A good story with great characters (if you like your policemen badass and armed with supernatural powers, then Constable Collingswood is the lady for you) and great humor — these are reasons enough for you to read it. But there is more!
First, Miéville visibly had fun dropping tons of hidden references in the text — absolutely not essential to follow the story, but great fun to identify. Just as an example, while a character hunts for informers in a bar, the jukebox plays “Hippychick”, by Soho. Another (magical, and slightly cheesy) character later admits being fond of the first few seconds of the song — which were sampled from “How Soon is Now?”, by The Smiths. The reader may then wonder if it has anything to do with the fact that The Smiths’ song was re-used by Charmed, the TV series… Once again, you don’t need to understand the references to enjoy the story, but it’s an additional pleasure to hunt them.

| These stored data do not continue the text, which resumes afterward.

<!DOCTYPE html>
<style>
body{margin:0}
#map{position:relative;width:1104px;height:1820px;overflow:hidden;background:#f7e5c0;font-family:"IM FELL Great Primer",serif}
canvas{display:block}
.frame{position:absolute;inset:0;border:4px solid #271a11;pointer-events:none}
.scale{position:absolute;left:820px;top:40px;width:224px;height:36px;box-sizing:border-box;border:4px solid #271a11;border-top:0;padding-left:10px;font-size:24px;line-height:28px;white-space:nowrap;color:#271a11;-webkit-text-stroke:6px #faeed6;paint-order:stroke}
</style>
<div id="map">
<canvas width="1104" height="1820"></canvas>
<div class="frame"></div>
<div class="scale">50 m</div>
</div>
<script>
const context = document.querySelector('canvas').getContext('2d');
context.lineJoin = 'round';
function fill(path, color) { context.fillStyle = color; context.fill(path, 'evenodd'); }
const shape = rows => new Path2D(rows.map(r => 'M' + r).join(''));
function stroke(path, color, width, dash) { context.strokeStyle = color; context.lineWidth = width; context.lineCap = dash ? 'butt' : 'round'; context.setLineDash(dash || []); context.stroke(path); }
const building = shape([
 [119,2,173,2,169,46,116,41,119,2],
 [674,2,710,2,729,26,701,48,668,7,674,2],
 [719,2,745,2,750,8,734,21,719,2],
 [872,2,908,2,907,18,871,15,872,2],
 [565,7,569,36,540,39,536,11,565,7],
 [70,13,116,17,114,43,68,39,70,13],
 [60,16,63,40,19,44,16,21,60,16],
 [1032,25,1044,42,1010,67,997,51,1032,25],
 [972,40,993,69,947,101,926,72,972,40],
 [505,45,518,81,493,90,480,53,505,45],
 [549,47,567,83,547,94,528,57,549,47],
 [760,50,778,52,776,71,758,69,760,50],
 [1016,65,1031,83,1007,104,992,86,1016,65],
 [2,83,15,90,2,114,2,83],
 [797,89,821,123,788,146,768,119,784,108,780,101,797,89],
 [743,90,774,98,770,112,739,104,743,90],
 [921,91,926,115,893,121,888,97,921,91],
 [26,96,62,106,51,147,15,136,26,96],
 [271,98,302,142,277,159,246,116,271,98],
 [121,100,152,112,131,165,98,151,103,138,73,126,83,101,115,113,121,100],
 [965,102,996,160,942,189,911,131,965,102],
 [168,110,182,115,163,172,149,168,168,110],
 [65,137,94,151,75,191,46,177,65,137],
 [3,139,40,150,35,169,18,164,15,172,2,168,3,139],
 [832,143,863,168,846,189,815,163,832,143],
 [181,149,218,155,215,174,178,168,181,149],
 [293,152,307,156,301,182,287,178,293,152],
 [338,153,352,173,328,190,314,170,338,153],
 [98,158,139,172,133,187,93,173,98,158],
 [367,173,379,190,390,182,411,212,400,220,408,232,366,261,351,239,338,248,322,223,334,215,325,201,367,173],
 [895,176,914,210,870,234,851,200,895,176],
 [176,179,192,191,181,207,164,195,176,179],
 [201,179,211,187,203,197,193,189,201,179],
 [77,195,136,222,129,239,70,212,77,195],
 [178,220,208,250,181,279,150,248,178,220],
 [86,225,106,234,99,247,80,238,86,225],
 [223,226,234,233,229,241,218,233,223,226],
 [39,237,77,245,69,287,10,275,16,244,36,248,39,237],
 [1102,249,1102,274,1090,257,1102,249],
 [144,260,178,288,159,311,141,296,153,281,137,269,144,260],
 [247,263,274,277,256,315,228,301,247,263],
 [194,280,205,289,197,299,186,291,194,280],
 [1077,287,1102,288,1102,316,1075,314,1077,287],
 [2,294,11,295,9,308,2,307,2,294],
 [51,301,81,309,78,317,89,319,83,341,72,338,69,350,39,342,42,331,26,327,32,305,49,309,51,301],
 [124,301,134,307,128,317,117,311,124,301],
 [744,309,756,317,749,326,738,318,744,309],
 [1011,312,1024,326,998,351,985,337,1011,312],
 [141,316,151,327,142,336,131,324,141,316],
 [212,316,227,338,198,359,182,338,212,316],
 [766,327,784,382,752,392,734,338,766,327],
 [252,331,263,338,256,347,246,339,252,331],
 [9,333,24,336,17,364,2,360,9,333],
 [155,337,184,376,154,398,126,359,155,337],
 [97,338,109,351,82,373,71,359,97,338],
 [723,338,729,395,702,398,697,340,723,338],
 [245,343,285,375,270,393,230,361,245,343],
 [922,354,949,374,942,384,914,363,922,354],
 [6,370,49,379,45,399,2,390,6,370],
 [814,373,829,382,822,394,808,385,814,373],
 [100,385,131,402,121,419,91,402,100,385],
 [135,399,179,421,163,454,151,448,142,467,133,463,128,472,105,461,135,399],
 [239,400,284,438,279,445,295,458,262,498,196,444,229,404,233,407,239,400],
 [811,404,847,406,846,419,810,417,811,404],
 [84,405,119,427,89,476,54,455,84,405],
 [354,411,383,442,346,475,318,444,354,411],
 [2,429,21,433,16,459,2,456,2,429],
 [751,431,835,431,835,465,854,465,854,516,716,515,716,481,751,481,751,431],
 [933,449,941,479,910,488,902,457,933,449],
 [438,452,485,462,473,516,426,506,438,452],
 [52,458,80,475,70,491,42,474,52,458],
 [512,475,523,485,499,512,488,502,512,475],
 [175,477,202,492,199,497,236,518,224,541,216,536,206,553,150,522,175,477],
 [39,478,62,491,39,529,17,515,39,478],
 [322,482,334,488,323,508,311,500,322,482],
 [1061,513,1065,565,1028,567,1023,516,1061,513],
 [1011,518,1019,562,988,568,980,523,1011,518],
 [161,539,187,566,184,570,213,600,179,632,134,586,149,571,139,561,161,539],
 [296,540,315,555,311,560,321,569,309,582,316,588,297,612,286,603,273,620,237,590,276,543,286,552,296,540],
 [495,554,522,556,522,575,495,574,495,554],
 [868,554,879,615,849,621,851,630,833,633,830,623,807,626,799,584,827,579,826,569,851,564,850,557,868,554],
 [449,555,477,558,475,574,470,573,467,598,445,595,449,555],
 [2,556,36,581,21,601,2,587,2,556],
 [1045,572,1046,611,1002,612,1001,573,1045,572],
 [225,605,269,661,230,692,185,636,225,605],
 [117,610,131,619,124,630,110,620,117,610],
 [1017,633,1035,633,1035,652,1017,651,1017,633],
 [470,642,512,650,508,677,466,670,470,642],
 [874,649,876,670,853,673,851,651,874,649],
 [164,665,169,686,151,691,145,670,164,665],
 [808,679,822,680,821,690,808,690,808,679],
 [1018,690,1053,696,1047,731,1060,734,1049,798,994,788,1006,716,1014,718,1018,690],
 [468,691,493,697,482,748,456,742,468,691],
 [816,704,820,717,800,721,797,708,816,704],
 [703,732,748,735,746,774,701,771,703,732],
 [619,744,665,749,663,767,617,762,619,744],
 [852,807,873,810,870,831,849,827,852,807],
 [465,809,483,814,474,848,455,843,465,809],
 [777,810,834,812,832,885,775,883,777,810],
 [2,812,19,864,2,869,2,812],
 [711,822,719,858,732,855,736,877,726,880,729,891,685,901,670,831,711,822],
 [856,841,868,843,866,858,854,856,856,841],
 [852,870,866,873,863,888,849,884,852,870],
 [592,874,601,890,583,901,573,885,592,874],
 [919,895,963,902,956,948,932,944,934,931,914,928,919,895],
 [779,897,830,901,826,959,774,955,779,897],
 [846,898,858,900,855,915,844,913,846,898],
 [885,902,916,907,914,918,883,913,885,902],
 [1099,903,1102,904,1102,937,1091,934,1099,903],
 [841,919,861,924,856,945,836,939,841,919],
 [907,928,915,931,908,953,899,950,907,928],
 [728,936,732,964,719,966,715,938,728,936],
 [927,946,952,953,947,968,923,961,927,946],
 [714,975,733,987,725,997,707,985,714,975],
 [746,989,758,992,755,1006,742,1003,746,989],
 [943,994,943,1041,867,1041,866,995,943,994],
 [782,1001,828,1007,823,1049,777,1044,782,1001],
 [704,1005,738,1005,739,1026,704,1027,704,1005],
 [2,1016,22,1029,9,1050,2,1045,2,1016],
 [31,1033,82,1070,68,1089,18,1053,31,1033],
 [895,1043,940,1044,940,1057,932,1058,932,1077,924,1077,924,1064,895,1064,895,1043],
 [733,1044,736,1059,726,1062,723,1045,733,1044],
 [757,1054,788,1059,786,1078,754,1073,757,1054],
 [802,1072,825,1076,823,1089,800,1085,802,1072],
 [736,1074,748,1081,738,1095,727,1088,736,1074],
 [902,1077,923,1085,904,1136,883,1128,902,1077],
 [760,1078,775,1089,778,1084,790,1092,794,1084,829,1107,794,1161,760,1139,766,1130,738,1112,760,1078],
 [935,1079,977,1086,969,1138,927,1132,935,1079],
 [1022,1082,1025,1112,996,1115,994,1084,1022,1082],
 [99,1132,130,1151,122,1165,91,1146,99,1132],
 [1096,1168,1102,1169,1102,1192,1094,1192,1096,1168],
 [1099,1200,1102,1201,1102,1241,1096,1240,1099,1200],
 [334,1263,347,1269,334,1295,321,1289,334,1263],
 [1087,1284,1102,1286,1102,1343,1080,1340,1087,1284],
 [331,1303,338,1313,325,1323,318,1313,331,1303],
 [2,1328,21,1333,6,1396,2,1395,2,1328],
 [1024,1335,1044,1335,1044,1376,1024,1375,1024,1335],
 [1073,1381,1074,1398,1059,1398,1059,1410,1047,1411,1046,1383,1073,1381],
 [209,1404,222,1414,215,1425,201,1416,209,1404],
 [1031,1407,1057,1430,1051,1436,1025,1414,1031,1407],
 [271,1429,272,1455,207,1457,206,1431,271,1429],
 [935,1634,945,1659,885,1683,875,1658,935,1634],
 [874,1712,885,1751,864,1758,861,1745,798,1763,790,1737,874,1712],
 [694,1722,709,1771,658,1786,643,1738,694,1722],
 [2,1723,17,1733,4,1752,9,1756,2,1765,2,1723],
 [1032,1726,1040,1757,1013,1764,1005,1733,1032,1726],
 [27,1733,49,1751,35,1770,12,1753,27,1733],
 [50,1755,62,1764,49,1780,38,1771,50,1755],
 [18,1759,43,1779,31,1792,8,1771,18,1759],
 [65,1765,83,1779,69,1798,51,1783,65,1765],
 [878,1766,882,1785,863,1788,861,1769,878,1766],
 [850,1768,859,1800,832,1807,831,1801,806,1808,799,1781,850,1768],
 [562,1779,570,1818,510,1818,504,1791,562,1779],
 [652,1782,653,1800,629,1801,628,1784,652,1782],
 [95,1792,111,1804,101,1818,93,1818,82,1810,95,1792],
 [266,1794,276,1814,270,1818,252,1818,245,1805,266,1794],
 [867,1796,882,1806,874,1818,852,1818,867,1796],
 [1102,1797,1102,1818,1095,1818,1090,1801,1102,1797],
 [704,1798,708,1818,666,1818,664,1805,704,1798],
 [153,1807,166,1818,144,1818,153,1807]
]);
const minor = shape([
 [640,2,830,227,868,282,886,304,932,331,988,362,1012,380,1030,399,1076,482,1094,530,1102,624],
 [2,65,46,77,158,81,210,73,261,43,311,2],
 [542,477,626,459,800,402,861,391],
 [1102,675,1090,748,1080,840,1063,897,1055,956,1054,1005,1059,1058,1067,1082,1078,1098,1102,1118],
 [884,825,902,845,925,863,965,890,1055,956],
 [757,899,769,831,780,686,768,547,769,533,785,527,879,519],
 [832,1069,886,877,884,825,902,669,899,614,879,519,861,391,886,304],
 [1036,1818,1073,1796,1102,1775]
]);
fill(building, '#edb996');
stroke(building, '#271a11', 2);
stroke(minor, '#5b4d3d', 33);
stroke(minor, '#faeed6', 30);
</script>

The second reason why you should rush to buy your copy of Kraken is the quality of its villains. Very early on, one gets introduced to the character of The Tattoo, who is already pretty cool. But it’s Goss and Subby that steal the light. It’s been ages since I saw bad guys THAT mean. They may be immortal, seem to haunt London periodically (reference to It?), but more importantly:
- They never kill twice in the same way, and
- They speak (almost) utter nonsense.
Hence some genius scenes, where you laugh at what they say, cringe at what they do… and eagerly wait to learn how they are going to gore their victim this time. Great horrible fun.